Although I generally like Chris Rock as a comedian, one of his jokes has always rubbed me the wrong way.

Rock told the joke back in 1999 as part of the Kennedy Center’s program honoring Richard Pryor as the first recipient of its first Mark Twain Prize for American Humor. According to the Chicago Tribune’s account:

Chris Rock wondered what would have happened if Mark Twain had ever met Richard Pryor.

“(Pryor would) probably say, `I really enjoy your work,’” Rock surmised. “And what would Mark Twain say to Richard Pryor? He’d probably say, `N—–, pick up my bag.’”

It’s not surprising that the report goes on to note that the joke was met by “an underwhelming mix of nervous laughs and low-key applause.” It isn’t that Rock’s joke wasn’t funny and more than just a little biting (which, on one level, makes it a fitting tribute to Pryor). The problem with the joke is that based on what we know about Twain’s racial attitudes, Rock’s punchline is entirely false (a trait that Pryor’s truth-telling humor certainly lacks).

Twain is no doubt something of a mixed bag when it comes to race, as demonstrated by ongoing controversies surrounding his classic Adventures of Huckleberry Finn. Shelley Fisher Fishkin points out in Was Huck Black? Mark Twain and African-American Voices that while Twain “recognized the intellectual or artistic aspirations” of a number of young African-American men and “provided financial aid to these individuals in all these endeavors,” he nonetheless “retained a lifelong affection for the minstrel shows he recalled from his Missouri childhood.”

There’s no evidence, however, that this fondness for the gross racial caricatures of minstrel shows in any way resulted in the ugly racist behavior Rock’s joke suggests. In fact, the example of Warner T. McGuinn, one of the men Twain financially assisted, indicates the opposite is true.

In the 1980s, Fishkin authenticated a letter that Twain sent to the dean of Yale’s Law School offering to help pay boarding for McGuinn, who was the school’s first black student. Interestingly, Twain wrote the letter in 1885, the same year that Adventures of Huckleberry Finn was published. In it, he confesses:

“I do not believe I would very cheerfully help a white student who would ask a benevolence of a stranger, but I do not feel so about the other color. We have ground the manhood out of them, & the shame is ours, not theirs; & we should pay for it.”

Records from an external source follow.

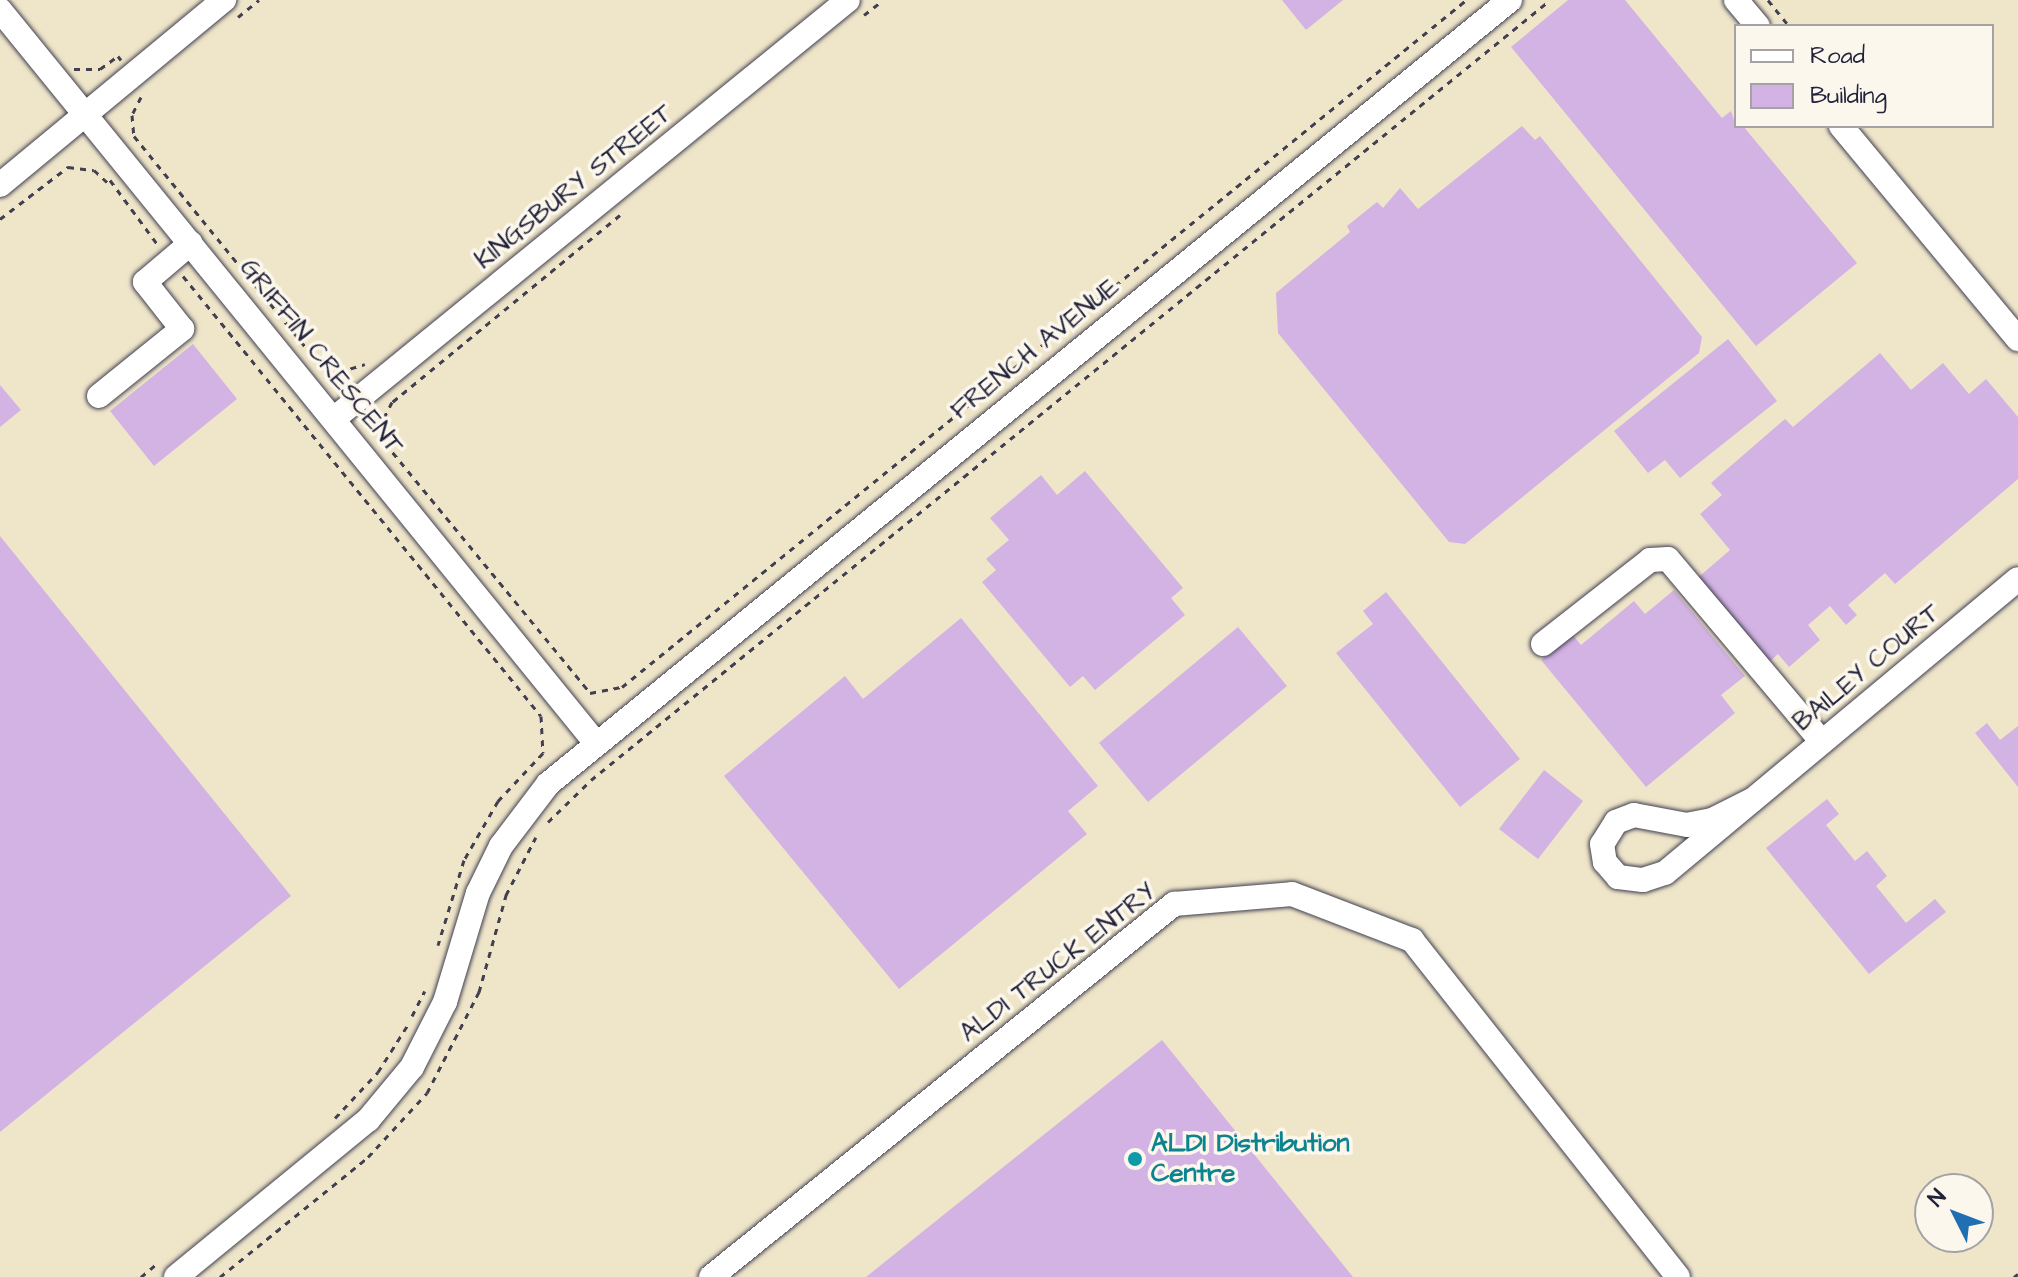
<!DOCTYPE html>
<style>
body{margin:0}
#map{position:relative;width:2018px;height:1277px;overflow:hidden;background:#efe6ca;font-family:"Architects Daughter",sans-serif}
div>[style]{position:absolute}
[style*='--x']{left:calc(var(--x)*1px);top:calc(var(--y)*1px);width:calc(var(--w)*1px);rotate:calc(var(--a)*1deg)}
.building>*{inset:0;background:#d2b3e3}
.path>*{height:3px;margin-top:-1.5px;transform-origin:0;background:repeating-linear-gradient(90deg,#413f50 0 6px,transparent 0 12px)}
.roads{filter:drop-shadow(0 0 2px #413f50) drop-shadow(0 0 2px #413f50)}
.minor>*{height:24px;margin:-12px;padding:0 12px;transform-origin:12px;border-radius:12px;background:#fff}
.dots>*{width:22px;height:22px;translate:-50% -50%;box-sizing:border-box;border:4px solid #fbf7ec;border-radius:50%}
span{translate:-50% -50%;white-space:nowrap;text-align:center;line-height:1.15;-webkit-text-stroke:7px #fbf7ec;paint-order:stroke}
.street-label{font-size:26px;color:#22223b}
.culture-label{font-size:26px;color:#0d838f;font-weight:700}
.left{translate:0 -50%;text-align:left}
.legend{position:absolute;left:1734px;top:24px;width:260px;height:104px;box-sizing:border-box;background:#fbf7ec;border:2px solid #a4a2a5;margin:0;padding:10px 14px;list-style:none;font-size:24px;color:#22223b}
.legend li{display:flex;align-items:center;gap:16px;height:40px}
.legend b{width:40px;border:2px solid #a4a2a5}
.north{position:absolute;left:1914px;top:1173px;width:80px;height:80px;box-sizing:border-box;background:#fbf7ec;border:2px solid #a4a2a5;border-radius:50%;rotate:312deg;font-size:22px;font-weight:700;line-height:32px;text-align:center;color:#22223b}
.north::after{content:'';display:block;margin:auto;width:28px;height:36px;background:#1f6fb2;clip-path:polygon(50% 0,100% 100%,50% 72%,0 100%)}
</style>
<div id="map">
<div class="building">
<i style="clip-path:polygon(1282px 0,1343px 0,1306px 30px)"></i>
<i style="clip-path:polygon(1568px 0,1625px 0,1722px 118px,1731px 111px,1736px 126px,1743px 126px,1857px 263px,1756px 346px,1511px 47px)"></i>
<i style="clip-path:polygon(1522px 126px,1535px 140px,1540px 136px,1702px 337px,1699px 353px,1465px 544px,1449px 542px,1278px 333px,1276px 293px,1350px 232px,1347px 226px,1377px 202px,1383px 208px,1400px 188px,1418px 209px)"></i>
<i style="clip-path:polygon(1728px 339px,1777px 401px,1680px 478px,1665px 460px,1648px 473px,1614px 431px)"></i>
<i style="clip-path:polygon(193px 344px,237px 399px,154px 466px,110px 411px)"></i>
<i style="clip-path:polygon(1880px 353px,1911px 390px,1943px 363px,1969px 394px,1986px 379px,2018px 417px,2018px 479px,1895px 584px,1885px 573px,1848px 605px,1857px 615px,1846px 625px,1830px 606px,1808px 625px,1820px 640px,1789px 667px,1778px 654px,1766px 665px,1694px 581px,1730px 550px,1700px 514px,1722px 495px,1711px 483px,1785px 419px,1793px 427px)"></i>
<i style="clip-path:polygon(0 385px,21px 410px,0 427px)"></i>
<i style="clip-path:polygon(1085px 471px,1183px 588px,1171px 598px,1185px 615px,1095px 690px,1083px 676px,1070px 687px,982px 582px,996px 570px,986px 559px,1009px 540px,990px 518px,1041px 475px,1057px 495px)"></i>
<i style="clip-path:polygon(0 536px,291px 896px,0 1132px)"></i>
<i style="clip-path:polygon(1674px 590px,1745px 676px,1721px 695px,1735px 713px,1646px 787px,1541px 660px,1572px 634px,1581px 645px,1634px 601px,1645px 614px)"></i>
<i style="clip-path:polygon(1386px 592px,1520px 759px,1460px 807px,1336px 653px,1373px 624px,1363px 611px)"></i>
<i style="clip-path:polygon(961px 618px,1098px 786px,1068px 811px,1087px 834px,899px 989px,724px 776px,845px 676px,863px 699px)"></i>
<i style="clip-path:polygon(1238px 627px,1287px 686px,1148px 802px,1099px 743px)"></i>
<i style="clip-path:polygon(1987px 723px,2000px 740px,2018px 726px,2018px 787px,1975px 733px)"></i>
<i style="clip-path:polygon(1544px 770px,1583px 801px,1538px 859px,1499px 829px)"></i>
<i style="clip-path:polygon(1827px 799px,1839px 814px,1826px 825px,1855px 861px,1867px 851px,1887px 876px,1876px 886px,1906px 923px,1935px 899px,1946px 912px,1869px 974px,1766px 848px)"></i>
<i style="clip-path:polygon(1162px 1040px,1353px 1277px,866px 1277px)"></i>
</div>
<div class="path">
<i style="--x:1768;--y:0;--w:33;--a:51"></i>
<i style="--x:864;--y:15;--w:24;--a:-38"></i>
<i style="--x:238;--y:17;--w:27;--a:-39"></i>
<i style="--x:74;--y:69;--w:26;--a:0"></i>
<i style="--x:100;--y:69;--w:22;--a:-36"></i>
<i style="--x:118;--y:56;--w:5;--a:53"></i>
<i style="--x:141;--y:97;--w:20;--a:117"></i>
<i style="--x:132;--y:115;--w:21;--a:85"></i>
<i style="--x:134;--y:136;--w:289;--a:50.9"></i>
<i style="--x:316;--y:360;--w:26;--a:28"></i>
<i style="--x:339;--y:372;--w:27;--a:-17"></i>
<i style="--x:110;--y:180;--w:81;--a:53.6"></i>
<i style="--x:620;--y:215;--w:295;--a:140.6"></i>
<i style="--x:392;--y:402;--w:25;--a:117"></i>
<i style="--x:381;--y:424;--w:19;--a:78"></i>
<i style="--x:385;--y:443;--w:323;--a:50.6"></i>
<i style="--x:590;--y:693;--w:33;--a:-11"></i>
<i style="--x:622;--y:687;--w:1088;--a:-39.14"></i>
<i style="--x:0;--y:219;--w:86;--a:-37.4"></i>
<i style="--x:68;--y:167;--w:26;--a:7"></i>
<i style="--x:94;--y:170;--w:18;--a:43"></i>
<i style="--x:183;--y:276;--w:567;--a:50.87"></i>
<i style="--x:541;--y:716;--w:37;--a:87"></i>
<i style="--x:543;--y:753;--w:66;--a:133.2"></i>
<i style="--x:498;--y:801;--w:68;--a:120"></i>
<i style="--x:464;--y:860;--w:89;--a:107"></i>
<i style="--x:548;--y:822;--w:60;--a:-44.3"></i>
<i style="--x:591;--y:780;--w:1236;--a:-39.12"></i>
<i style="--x:412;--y:1016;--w:28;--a:-63"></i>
<i style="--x:335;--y:1118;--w:63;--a:-46.9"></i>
<i style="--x:378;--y:1072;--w:58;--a:-57.7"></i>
<i style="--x:141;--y:1277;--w:23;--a:-40"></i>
<i style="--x:220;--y:1277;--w:191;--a:-39"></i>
<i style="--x:368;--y:1157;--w:87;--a:-47.3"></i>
<i style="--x:427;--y:1093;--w:114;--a:-62.8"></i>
<i style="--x:479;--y:992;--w:101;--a:-74.4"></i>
<i style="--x:506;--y:895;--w:65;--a:-62.7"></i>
<i style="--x:2014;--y:1277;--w:5;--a:-37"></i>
</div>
<div class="roads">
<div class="minor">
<i style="--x:1736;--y:0;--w:34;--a:50"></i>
<i style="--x:0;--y:10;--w:943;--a:50.89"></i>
<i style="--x:1841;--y:126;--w:277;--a:50.3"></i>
<i style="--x:0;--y:185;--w:291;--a:-39.6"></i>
<i style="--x:99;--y:396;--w:107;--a:-38.9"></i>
<i style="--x:182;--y:329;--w:60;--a:-128.2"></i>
<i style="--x:145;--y:282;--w:60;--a:-40.3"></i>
<i style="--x:336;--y:417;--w:660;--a:-39.16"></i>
<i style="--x:1543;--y:644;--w:136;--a:-38.1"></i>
<i style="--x:1650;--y:560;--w:18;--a:-3"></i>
<i style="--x:1668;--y:559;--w:239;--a:49.9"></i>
<i style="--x:1752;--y:800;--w:45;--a:153.4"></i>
<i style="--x:1712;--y:820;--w:25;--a:169"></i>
<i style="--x:1687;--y:825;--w:54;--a:-169.3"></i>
<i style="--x:1634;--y:815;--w:19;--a:159"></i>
<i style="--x:1616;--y:822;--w:26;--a:122"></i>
<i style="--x:1602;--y:844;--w:18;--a:81"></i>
<i style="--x:1605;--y:862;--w:20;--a:49"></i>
<i style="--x:1618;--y:877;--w:25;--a:7"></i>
<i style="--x:1643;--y:880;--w:23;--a:-18"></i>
<i style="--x:1665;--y:873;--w:459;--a:-39.8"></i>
<i style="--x:176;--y:1277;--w:248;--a:-39.3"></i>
<i style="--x:368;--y:1120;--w:69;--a:-50.3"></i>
<i style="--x:412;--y:1067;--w:73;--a:-63.1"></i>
<i style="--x:445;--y:1002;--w:114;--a:-73.2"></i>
<i style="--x:478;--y:893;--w:52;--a:-63.9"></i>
<i style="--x:501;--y:846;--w:78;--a:-52.8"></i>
<i style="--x:548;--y:784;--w:1241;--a:-39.18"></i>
<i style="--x:711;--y:1277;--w:595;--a:-38.86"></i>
<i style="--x:1174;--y:904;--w:118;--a:-4.8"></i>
<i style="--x:1292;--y:894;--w:129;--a:21"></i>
<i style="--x:1412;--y:940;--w:429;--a:51.7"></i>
</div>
</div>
<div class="dots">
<i style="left:1135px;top:1159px;background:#0f9aa8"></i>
</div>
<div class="street-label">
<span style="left:574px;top:187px;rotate:-39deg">KINGSBURY STREET</span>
<span style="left:1035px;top:349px;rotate:-39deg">FRENCH AVENUE</span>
<span style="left:321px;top:357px;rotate:51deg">GRIFFIN CRESCENT</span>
<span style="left:1867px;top:668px;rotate:-40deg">BAILEY COURT</span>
<span style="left:1058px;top:963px;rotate:-38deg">ALDI TRUCK ENTRY</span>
</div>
<div class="culture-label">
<span class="left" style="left:1151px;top:1159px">ALDI Distribution<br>Centre</span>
</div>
<ul class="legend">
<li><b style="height:10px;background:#fff"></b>Road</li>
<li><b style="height:22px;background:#d2b3e3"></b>Building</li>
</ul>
<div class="north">N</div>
</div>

Fishkin told the New York Times that “Twain’s brutally succinct comment on racism in the letter is a rare non-ironic statement of the personal anguish Twain felt regarding the destructive legacy of slavery.”

Unfortunately, Twain would not live to see the far-reaching impact his generosity had on dismantling that baneful legacy. McGuinn graduated from Yale and went on to become a lawyer in Baltimore, where he helped found a branch of the NAACP, was elected to the city council, and won a major civil rights victory in federal court.

Perhaps most significantly, McGuinn acted as patron and mentor to a young African-American attorney named Thurgood Marshall, who would argue the case, Brown v. Board of Education, that overturned the doctrine of “separate but equal” in the United States and later became the first African-American Supreme Court justice.

As Juan Williams recounts in his biography of Marshall, McGuinn refused to hire Marshall into his own small firm in 1933, insisting that Marshall would learn faster by being his own boss. He told him,

“I have carefully watched your progress in law school. It is unbelievably good. And you want to let me have your beautiful, great brain, and I am not going to accept it. You’re going to practice by yourself and get your brains kicked out.”

McGuinn did supply Marshall with offices, secretarial staff, clients (particularly when they had especially difficult cases), and ample advice. Marshall recalled that “He was the only one who helped me,” offering his insights into the procedures, personalities, and peculiarities of the Baltimore court system, and making sure Marshall never went out of business, even though, as McGuinn had predicted, he lost much more often than he won. In 1936, McGuinn’s son, Robert, collaborated with Marshall in his first investigation into the condition of segregated schools.

One can reasonably speculate that without McGuinn’s assistance, Marshall may not have survived as an African-American attorney in Depression America, and that if McGuinn had not encountered Twain at a railroad station in Connecticut many years earlier, he might not have succeeded in becoming an attorney himself.

Based on the impact this serendipitous encounter would have on history, I think it’s safe to say that it didn’t begin with Twain gruffly snapping a racist epithet at the young law student and ordering him to carry his bags.